▸ **TASK DIRECTIONS**: Take the data below and filter it for lines containing the word "from"; show each line found.

▸ **INFORMATION SUPPLIED**:
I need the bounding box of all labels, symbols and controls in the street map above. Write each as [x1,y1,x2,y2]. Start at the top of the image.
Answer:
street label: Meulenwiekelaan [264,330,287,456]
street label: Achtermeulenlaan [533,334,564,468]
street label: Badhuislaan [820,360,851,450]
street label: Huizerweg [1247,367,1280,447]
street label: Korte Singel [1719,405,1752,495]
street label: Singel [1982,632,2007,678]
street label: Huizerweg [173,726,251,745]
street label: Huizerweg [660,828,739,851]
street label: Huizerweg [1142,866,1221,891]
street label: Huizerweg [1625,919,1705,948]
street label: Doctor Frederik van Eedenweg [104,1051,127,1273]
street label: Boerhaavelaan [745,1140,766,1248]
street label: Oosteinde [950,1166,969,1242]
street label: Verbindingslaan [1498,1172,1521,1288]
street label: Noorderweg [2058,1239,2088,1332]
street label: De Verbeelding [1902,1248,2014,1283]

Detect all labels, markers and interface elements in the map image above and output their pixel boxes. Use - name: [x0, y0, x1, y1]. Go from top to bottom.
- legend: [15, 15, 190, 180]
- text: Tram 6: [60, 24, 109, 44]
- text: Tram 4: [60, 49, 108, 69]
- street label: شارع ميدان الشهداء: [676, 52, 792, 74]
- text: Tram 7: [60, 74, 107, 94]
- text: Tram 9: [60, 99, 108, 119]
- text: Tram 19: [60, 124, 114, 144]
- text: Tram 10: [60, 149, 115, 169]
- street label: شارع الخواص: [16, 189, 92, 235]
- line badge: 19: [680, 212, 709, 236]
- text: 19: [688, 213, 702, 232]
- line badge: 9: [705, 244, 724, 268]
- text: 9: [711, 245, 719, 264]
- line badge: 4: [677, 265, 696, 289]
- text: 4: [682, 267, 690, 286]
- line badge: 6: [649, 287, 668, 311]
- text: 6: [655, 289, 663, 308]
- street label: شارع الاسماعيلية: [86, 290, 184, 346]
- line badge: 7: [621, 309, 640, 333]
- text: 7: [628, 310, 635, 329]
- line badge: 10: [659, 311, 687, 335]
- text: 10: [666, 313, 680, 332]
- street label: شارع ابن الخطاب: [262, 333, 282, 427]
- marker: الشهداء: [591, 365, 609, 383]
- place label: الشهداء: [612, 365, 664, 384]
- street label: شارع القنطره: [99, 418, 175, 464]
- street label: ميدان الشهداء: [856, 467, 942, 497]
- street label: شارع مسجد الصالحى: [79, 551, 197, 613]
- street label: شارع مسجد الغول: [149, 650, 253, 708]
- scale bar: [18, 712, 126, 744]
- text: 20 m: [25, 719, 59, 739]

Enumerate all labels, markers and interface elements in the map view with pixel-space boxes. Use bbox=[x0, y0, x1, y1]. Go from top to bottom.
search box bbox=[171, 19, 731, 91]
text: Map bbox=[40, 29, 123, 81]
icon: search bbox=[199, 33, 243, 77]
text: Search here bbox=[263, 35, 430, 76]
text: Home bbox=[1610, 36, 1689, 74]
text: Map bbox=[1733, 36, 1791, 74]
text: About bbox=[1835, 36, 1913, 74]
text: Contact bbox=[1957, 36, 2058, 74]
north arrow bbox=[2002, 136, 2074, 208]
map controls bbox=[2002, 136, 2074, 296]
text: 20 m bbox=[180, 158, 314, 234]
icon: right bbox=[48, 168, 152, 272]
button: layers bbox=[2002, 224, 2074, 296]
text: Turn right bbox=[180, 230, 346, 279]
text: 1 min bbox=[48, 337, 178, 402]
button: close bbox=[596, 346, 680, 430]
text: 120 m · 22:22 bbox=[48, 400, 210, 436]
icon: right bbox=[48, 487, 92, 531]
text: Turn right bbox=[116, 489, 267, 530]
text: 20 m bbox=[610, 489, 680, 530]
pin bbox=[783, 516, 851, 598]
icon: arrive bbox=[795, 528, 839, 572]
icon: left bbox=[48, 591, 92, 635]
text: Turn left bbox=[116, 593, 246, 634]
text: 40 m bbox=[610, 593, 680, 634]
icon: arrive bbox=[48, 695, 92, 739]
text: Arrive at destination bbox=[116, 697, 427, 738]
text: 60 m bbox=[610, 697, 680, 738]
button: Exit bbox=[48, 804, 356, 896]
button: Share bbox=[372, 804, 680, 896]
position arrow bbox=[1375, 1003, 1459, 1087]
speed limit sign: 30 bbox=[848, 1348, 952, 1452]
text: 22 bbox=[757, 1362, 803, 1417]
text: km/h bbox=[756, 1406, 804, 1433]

▸ **EXPECTED OUTPUT**:
Detect all labels, markers and interface elements in the map image above and output their pixel boxes. Use - name: [x0, y0, x1, y1]. Go from top to bottom.
Enumerate all labels, markers and interface elements in the map view with pixel-space boxes. Use bbox=[x0, y0, x1, y1]. Go from top to bottom.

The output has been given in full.